At the end of the bill in Congress, Mr. Young was in regular contact with Eric Holcomb, governor of Indiana, and Mitch Daniels, then president of Purdue, on the details of the proposal. Mr. Young said Indiana’s manufacturing roots will be its asset, if the state’s factory sector can shift to making advanced chips.
“I realize that Indiana and, more broadly, the heartland stands to benefit disproportionately from the investments we’re going to make,” he said in an interview last month.
Then Mr. Holcomb and Mr. Chambers of a plan for a tech manufacturing park. Within months, they began buying corn and bean farms in Lebanon for what became the LEAP Innovation District.
In May 2022, Mr. Holcomb released LEAP and began installing new water and power lines and a new road there. Mr. Holcomb, Mr. Chambers and Mr. Young also traveled to more than a dozen countries to meet with executives of chip companies such as SK Hynix and TSMC. They offered the LEAP district low rent, tax incentives, access to labs and researchers at Purdue, and training programs at the local Ivy Tech Community College.

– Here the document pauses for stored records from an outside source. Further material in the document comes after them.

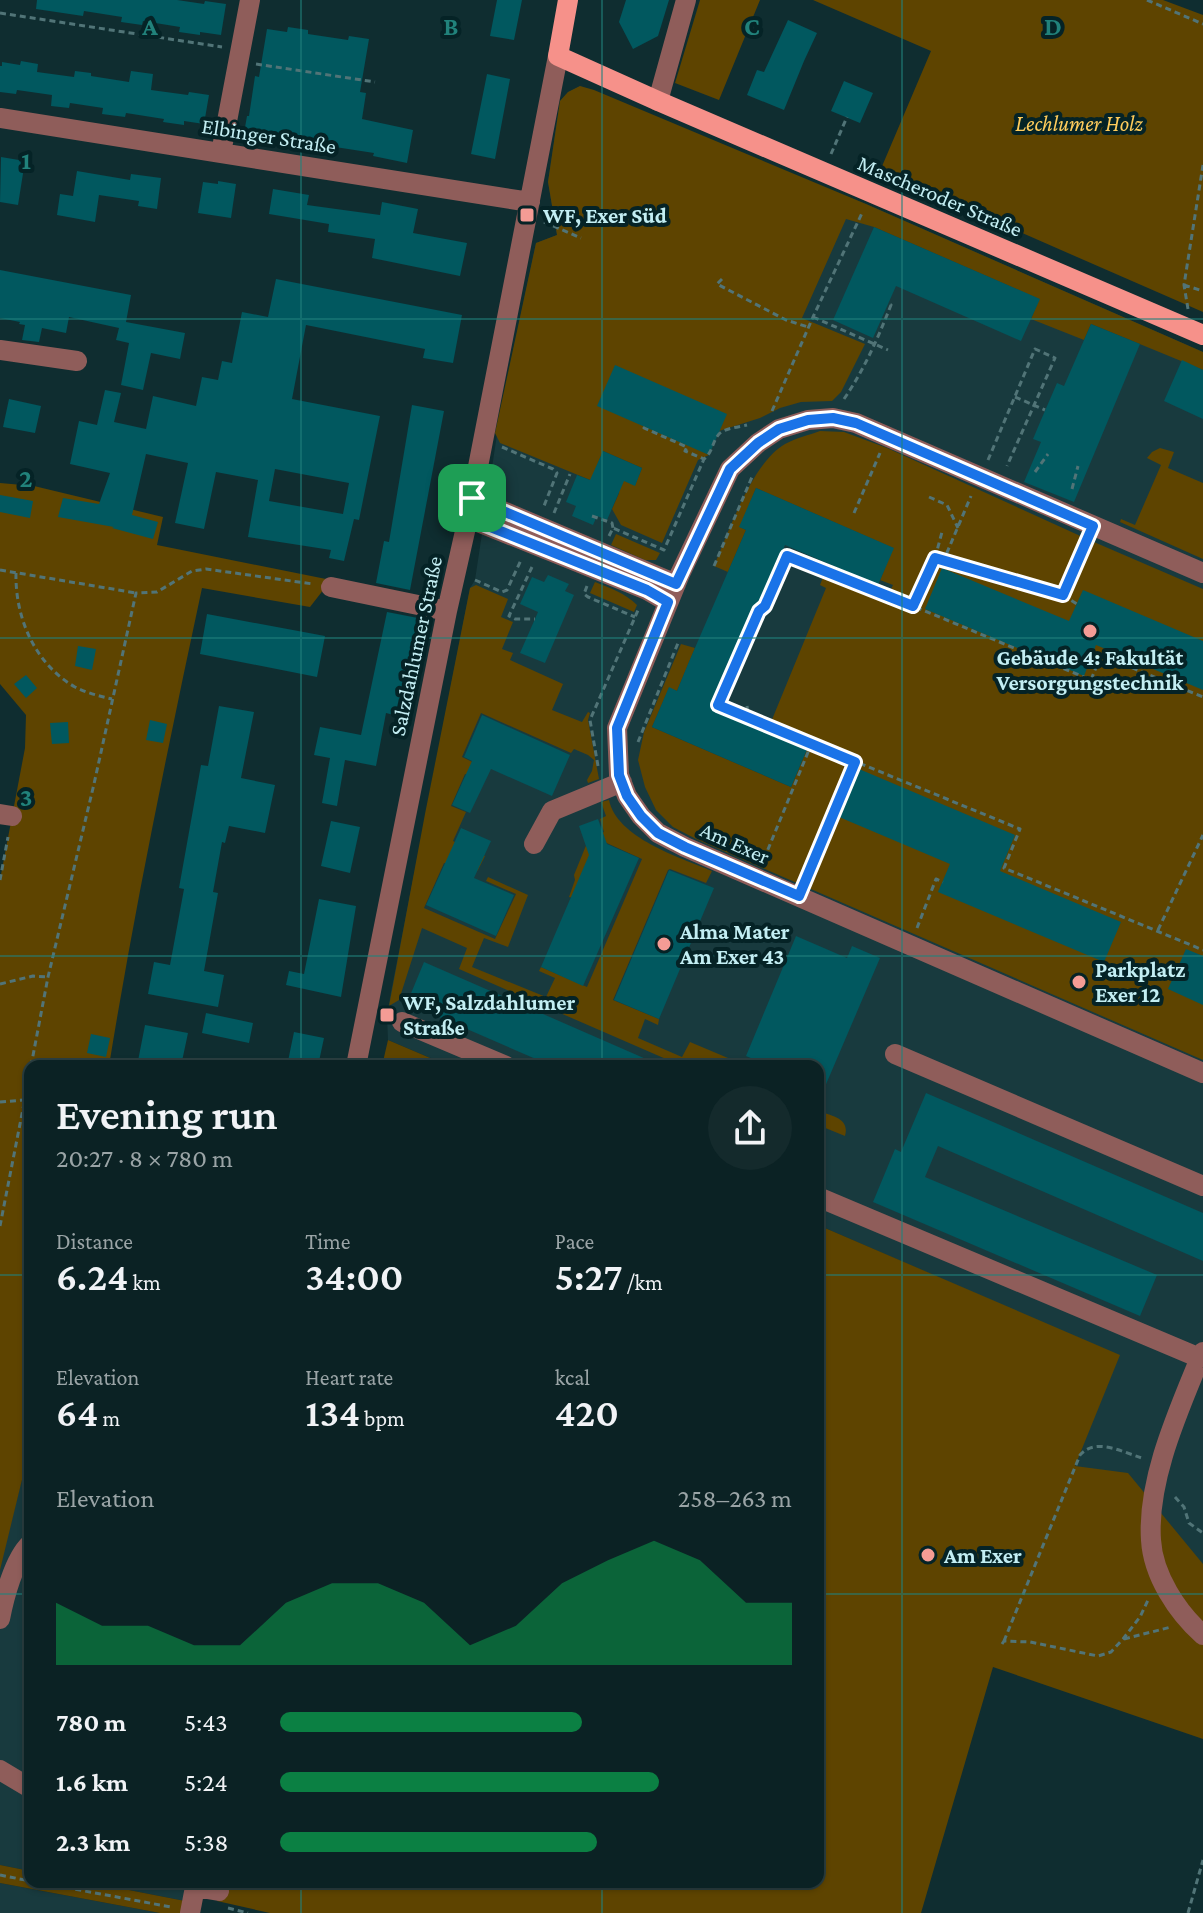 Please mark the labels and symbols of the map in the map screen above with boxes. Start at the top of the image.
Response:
text: A [141,12,158,41]
text: B [443,12,459,41]
text: C [744,12,760,41]
text: D [1044,12,1062,41]
park label: Lechlumer Holz [1015,111,1143,136]
street label: Elbinger Straße [200,113,338,159]
text: 1 [21,146,31,175]
street label: Mascheroder Straße [854,150,1026,242]
place label: WF, Exer Süd [542,203,667,228]
marker: WF, Exer Süd [518,206,536,224]
text: 2 [19,464,33,493]
pin [438,464,506,532]
street label: Salzdahlumer Straße [385,554,447,738]
marker: Gebäude 4: Fakultät Versorgungstechnik [1081,622,1099,640]
place label: Gebäude 4: Fakultät Versorgungstechnik [995,645,1185,695]
text: 3 [20,783,32,812]
street label: Am Exer [696,817,774,869]
place label: Alma Mater Am Exer 43 [679,919,790,969]
marker: Alma Mater Am Exer 43 [655,935,673,953]
place label: Parkplatz Exer 12 [1095,957,1185,1007]
marker: Parkplatz Exer 12 [1070,973,1088,991]
place label: WF, Salzdahlumer Straße [402,990,576,1040]
marker: WF, Salzdahlumer Straße [378,1006,396,1024]
place label: Am Exer [943,1543,1022,1568]
marker: Am Exer [919,1546,937,1564]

Some of the work paid off. When Indiana beat out four other states for SkyWater’s $1.8 billion chip facility, the company said it was impressed with the coordination between state leaders and Purdue’s new president, Mung Chiang, who launched the first semiconductor-level program in the country to groom workers for chip makers.
In September, Mr. Chiang invited Ms. Raimondo and Secretary of State Antony J. Blinken to tour Purdue’s clean rooms for chip research and to see plans for a $100 million expansion of semiconductor research and development, including 50 new faculty to work in advanced chip science.
“I think you have all the ingredients,” said Ms. Raimondo in a discussion with Mr. Holcomb and Mr. Chiang during the visit.
Indiana officials are now awaiting word on how much CHIPS Act funding they might get. Some early results from the district’s LEAP initiative offer a mixed picture of where things may be headed.
In May 2022, the park landed its first tenant — Eli Lillythe pharmaceutical company, not a chip maker.